Configuring the Set shared page state brick
Let’s ensure the Output key value is set to @state
In this brick we’re going to set 3 property values:
- loading: set the value to
1
from the 0/1 value picker - extracted: set the value to
@response.data
- translation: set the value to
@translated.translatedText
Add another brick: Show sidebar
Final brick for this part - we want to show the results in the sidebar - and thus we need to trigger the opening of a sidebar.
We will click on the + button under the Set shared page state brick and search for the Show sidebar brick.
Once you located it, add it.
We don’t have to configure this one - and we can finally take a 5 min break to hydrate from this tutorial and take it all in!
Adding a new mod: Showing results in the sidebar
In the previous part of this tutorial we just created a context menu that will process a screenshot of the current tab - when you click on a page.
This is the logic:
The image is converted to a base64 data string. We then send this as a payload to an OCR API that converts it to text, and ultimately with an additional external API call we translate the text to the desired target language.
Now we need to take the translated data and show a nice sidebar panel with the image’s text and the translated version
Add a new Trigger: Show sidebar
First we’re going to add a Sidebar Panel mod - this sidebar will take the data from the previous mod and display it nicely...on the side of your browser’s tab!
Configuring the Show sidebar brick
Set the Name to Translation Results
Set the Heading to Translation Results
too - but you could call the heading to anything you like!
Additionally we’re going to set Sites to ALL URLs
Add a new Brick: Get shared page state
In this step we’re retrieving the state that we had set in the previous part of the tutorial, the reason we’re doing this is that we do not want the translation to pop-up
In the Get shared page state brick we want to set the Output key value to be named @state
Add a new Brick: Render document
The last step of this tutorial is to render the sidebar, this will require to format the sidebar and include some templating language to display the values in the right order
On the right hand side of this brick delete all the containers (the boxes with the dotted line) and then add one back
To delete a container, highlight it on the right hand side by clicking it, this will then create a new section in the middle of the page editor, where a red button appears ✨.
Press the red button that says “Remove Element” to remove it.
See this image below to see exactly what I clicked first, and the button I clicked second.
Repeat this to remove all elements until you’re left with the only container body
Next we want to click the three dot menu and add a Header 1
Double click Header and rename its Header 1 value (in the middle of the page editor) to Translation
Using the three dot menu add another element called Text
With this new field being selected change the value of text to be this code below
{% if @state.translation %}
{{ @state.translation }}
{% elif @state.loading %}
Running OCR and translation
{% else %}
No translated text. Right click the page to translate text.
{% endif %}
This is what it should look like:
This code looks for the translated strings and shows them in the side bar when the translation occurs.
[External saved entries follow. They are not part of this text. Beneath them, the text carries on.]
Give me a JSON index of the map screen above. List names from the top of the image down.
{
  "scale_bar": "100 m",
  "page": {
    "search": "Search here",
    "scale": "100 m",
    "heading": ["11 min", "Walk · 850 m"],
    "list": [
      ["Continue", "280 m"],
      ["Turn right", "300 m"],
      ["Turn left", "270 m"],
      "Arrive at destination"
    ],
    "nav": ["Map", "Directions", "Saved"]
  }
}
Using the three dot menu add another element called Header 1
Double click the field and change the value of title to be Original
Using the three dot menu add another element called Text
With this new field being selected change the value of text to be this code below
{% if @state.translation %}
{{ @state.extracted }}
{% else %}
None
{% endif %}
And we’re done!
Save your mods and we can go ahead and test it out.
Conclusion
Open up this recipe
Right click and select the Translate this image with OCR
I picked Image language as “fra” (that’s the code used by the API for “France” aka french)
I also added Target language to be “eng” (yup that’s English!)
Then I use the image cropper in the modal, to resize and focus on the page exactly the part of the recipe I want to translate
A few moments later the sidebar opens
and just like that - automagically - I was able to translate this section of the recipe!
Now rinse, and repeat for the other parts of the image, one step at a time.